Reducing your vehicle downtime rate comes down to having a strong maintenance process in place. While this isn’t a big revelation for many fleet managers, it’s an essential selling point when talking to your organization’s budget decision makers. Why? Most of your fleet’s overseeing executives have no real understanding of how essential your maintenance team is to saving big on unplanned repairs.
A few maintenance numbers to report on:
- How maintenance certification impacts productivity — Studies show over and over again that certified technicians result in higher productivity and dramatically reduced turnover. A large OEM study by ASE showed that certified maintenance technicians were 18 percent more productive than non-certified technicians.
- Wrench time data — Showing off your shop’s wrench time rate shows the balance (or imbalance) of each technician’s workload. This is where a powerful fleet management software solution comes in handy. You can easily streamline your work order process to include detailed reports on your shop’s wrench time. This will help you answer mission-critical questions like, how long do vehicles stay in the shop? Do we need to outsource maintenance? What resources do we need to further optimize our maintenance process?

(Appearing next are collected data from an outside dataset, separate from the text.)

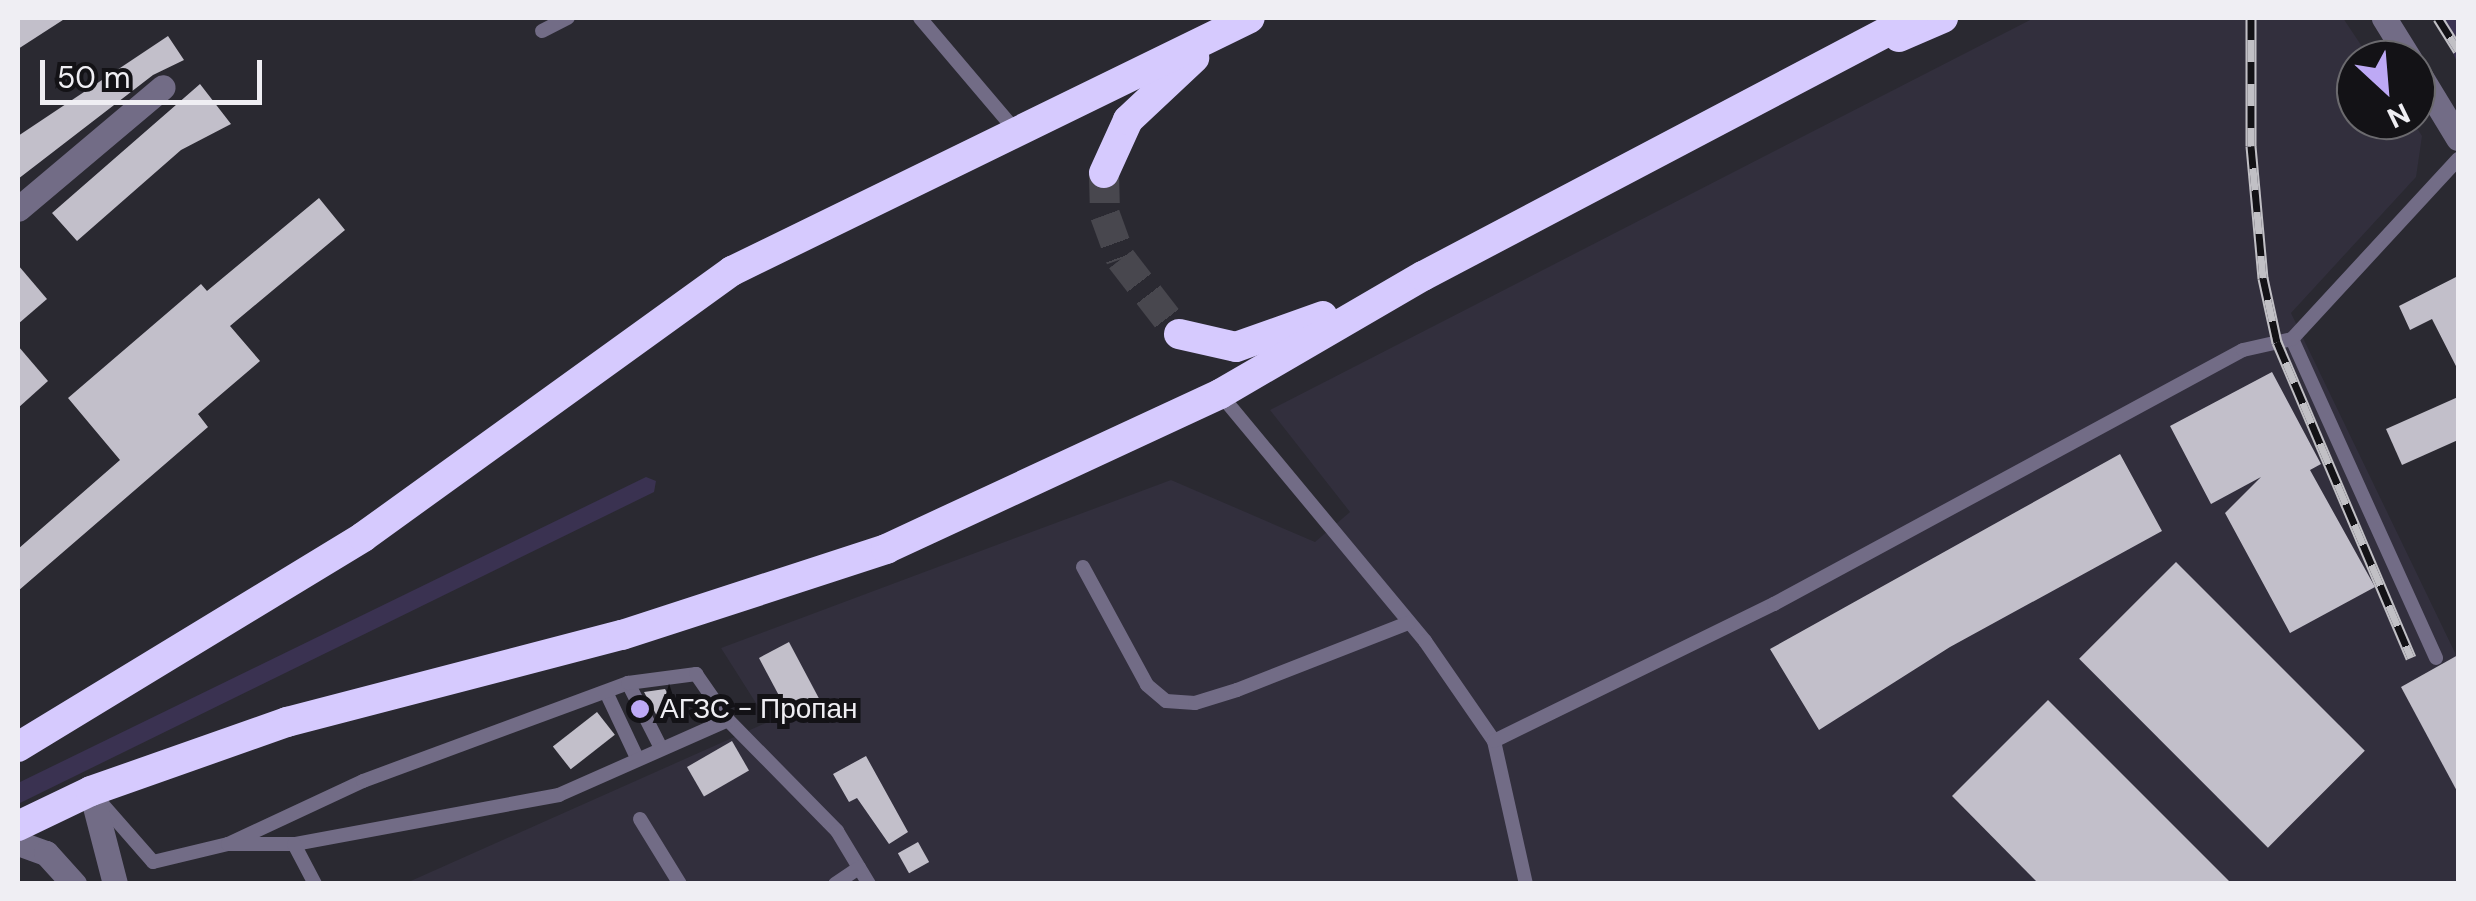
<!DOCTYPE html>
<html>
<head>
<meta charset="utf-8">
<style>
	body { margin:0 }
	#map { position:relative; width:2476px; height:901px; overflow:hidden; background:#2a2931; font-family:"DM Sans",sans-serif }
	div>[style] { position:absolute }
	.built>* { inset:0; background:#322f3d }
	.green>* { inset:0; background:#3a3251 }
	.building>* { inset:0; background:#c2bfca; transform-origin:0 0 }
	.highway-tunnel>* { height:30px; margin-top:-15px; transform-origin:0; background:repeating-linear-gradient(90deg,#48474e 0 30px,transparent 0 45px) }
	.lane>* { height:14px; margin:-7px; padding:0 7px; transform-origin:7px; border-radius:7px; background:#726c86 }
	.street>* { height:25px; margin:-12.5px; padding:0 12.5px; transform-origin:12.5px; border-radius:12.5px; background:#726c86 }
	.highway>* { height:30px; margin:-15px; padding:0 15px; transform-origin:15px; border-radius:15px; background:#d6cafe }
	.rail>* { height:11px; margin-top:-5.5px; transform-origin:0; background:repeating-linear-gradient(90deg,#131216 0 22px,#c1c0c5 0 44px); box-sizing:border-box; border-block:2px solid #c1c0c5 }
	.dots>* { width:28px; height:28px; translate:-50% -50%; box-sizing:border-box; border:5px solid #131216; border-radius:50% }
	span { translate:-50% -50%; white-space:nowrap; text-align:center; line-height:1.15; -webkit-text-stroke:10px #131216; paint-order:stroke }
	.poi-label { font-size:28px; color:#efeef3 }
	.left { translate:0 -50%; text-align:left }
	.frame { position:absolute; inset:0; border:20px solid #efeef3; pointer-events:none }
	.north { position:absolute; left:2336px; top:40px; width:100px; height:100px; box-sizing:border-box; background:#131216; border:2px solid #6b6a6e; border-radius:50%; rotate:154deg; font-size:28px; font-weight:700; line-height:40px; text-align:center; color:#efeef3 }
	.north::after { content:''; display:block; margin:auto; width:35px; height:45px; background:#bda9f5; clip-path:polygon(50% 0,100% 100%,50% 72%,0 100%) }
	.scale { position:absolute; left:40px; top:60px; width:222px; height:45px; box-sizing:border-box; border:5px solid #efeef3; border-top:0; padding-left:12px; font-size:30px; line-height:35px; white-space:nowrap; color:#efeef3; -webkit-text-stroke:8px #131216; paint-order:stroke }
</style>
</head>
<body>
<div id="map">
	<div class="built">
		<div style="clip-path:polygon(2034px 18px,2343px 18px,2371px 60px,2356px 60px,2356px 120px,2412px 120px,2422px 136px,2416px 177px,2291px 313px,2458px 659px,2458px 883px,404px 884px,768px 722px,721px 648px,1171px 480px,1315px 542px,1350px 512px,1270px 410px)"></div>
	</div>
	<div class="green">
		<div style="clip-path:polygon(2437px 18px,2458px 18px,2458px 64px)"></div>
		<div style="clip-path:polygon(646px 477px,656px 481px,654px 492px,18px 804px,18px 783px)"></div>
	</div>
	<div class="building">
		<div style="clip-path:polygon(18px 18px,66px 18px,18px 49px)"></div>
		<div style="clip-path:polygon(168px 36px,184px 60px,153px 75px,18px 179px,18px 136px)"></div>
		<div style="clip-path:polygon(200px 84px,231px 124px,181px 150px,77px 241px,52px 213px)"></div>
		<div style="clip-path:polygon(319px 198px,345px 230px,230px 326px,260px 361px,198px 414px,208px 427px,18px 591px,18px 549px,120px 460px,68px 398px,201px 284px,207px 291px)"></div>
		<div style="clip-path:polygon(18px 265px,47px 299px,18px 324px)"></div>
		<div style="clip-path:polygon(2458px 276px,2458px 370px,2432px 319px,2410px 330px,2399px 306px)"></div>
		<div style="clip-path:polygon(18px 346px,48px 381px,18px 408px)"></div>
		<div style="clip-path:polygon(2272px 372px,2321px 464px,2310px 470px,2375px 587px,2290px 633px,2225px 513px,2261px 477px,2211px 504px,2170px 426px)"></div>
		<div style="clip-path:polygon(2458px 397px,2458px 440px,2402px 465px,2386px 429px)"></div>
		<div style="clip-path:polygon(2120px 454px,2162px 531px,1950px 647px,1819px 730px,1770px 649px)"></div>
		<div style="left:2176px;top:562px;width:267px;height:137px;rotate:45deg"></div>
		<div style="left:789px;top:642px;width:67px;height:34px;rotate:62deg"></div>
		<div style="clip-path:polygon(2458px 655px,2458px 793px,2401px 687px)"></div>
		<div style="clip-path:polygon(665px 689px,675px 707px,657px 716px,644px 692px)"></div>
		<div style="clip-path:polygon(2048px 700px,2232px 884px,2039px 884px,1952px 796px)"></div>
		<div style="left:597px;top:712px;width:29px;height:56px;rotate:52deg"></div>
		<div style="left:732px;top:741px;width:34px;height:52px;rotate:60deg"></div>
		<div style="clip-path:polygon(866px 756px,908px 832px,889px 844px,857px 798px,849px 802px,833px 774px)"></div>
		<div style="left:918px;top:842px;width:23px;height:23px;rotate:61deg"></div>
	</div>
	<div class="highway-tunnel">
		<div style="left:1104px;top:173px;width:42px;rotate:88.6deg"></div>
		<div style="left:1105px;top:215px;width:47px;rotate:70deg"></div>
		<div style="left:1121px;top:259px;width:95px;rotate:52.3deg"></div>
	</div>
	<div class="lane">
		<div style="left:920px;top:18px;width:145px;rotate:49.7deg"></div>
		<div style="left:542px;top:31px;width:29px;rotate:-27deg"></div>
		<div style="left:2292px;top:339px;width:350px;rotate:65.7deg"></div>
		<div style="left:1220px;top:394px;width:321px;rotate:50.3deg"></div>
		<div style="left:1425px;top:641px;width:121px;rotate:55.4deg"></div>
		<div style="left:1494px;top:741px;width:147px;rotate:77.4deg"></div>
		<div style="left:1083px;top:567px;width:134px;rotate:61.5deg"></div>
		<div style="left:1147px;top:685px;width:25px;rotate:40deg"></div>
		<div style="left:1166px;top:701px;width:29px;rotate:4deg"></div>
		<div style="left:1195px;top:703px;width:44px;rotate:-17.2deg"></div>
		<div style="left:1237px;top:690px;width:184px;rotate:-21.4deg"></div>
		<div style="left:628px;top:683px;width:73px;rotate:63.1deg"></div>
		<div style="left:606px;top:692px;width:73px;rotate:64.8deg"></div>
		<div style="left:728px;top:720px;width:156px;rotate:45.5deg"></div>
		<div style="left:837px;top:831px;width:62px;rotate:58.9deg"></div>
		<div style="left:1494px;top:741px;width:312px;rotate:-26.1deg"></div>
		<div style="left:1774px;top:604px;width:533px;rotate:-28.44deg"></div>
		<div style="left:2243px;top:350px;width:50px;rotate:-12.7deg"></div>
		<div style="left:2292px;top:339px;width:245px;rotate:-47.3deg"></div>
		<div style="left:97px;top:798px;width:85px;rotate:48.8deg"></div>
		<div style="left:153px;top:862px;width:77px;rotate:-13.5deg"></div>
		<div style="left:228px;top:844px;width:149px;rotate:-25deg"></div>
		<div style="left:363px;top:781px;width:283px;rotate:-20.3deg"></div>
		<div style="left:628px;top:683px;width:69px;rotate:-7.5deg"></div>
		<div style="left:696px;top:674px;width:56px;rotate:55.2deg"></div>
		<div style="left:728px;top:720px;width:185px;rotate:156.1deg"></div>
		<div style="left:559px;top:795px;width:269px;rotate:169.5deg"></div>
		<div style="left:294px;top:844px;width:66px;rotate:180deg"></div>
		<div style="left:640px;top:819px;width:76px;rotate:58.4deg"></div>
		<div style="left:294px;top:844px;width:45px;rotate:62.3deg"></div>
		<div style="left:835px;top:884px;width:29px;rotate:-34deg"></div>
	</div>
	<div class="street">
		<div style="left:2384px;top:18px;width:49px;rotate:58.2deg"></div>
		<div style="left:2416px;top:69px;width:81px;rotate:58.7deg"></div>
		<div style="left:18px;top:209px;width:189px;rotate:-40.1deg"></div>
		<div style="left:91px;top:791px;width:96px;rotate:75.5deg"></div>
		<div style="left:18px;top:843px;width:30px;rotate:20deg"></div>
		<div style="left:46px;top:853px;width:42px;rotate:47.9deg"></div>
	</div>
	<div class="highway">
		<div style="left:1899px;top:37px;width:48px;rotate:-23.4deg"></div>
		<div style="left:1104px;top:173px;width:58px;rotate:-65.6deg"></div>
		<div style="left:1128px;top:120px;width:91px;rotate:-43.2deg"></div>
		<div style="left:1179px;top:334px;width:58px;rotate:12.8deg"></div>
		<div style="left:1236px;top:347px;width:92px;rotate:-19.6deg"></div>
		<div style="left:18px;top:747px;width:404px;rotate:-31.3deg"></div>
		<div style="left:363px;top:537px;width:455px;rotate:-35.8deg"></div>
		<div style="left:732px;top:271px;width:576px;rotate:-26.03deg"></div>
		<div style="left:18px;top:826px;width:81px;rotate:-25.6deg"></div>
		<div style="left:91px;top:791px;width:208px;rotate:-19.4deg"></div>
		<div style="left:287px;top:722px;width:346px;rotate:-14.6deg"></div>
		<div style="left:622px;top:635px;width:278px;rotate:-18deg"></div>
		<div style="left:886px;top:549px;width:368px;rotate:-24.9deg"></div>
		<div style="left:1220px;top:394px;width:235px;rotate:-30.2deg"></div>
		<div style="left:1423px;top:276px;width:554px;rotate:-27.77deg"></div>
	</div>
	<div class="rail">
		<div style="left:2251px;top:18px;width:128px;rotate:90deg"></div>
		<div style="left:2251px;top:146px;width:133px;rotate:84.8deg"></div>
		<div style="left:2263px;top:278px;width:66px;rotate:77.7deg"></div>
		<div style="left:2277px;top:342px;width:343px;rotate:67deg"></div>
		<div style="left:2438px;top:18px;width:38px;rotate:58deg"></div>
	</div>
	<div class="dots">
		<div style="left:640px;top:709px;background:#bda9f5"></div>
	</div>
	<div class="poi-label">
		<span class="left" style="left:660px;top:709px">АГЗС - Пропан</span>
	</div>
	<div class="frame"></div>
	<div class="north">N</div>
	<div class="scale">50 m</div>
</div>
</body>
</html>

3. Prove the efficacy of your driver safety initiatives
Fleet-related accidents make up a huge profit loss margin for organizations of all sizes. A study by the National Highway and Traffic Safety Administration (NHTSA) found that fleet-related accidents result in $871 billion in revenue loss every year.
Showing that you have your driver safety program under control goes a long way to calm the concerns of your executive management team. This all starts with implementing a strong fleet safety program that should also include a driver cell phone policy. This will help mitigate one of the largest contributors to fleet-related accidents, distracted driving.
Another huge aspect of managing the impact of driver safety on your fleet’s bottom line is properly monitoring driver behaviors. While you can’t control every risky behavior your drivers engage in, simply monitoring and using intelligent GPS tracking technology can make significant strides toward minimizing distracted driving-related incidents.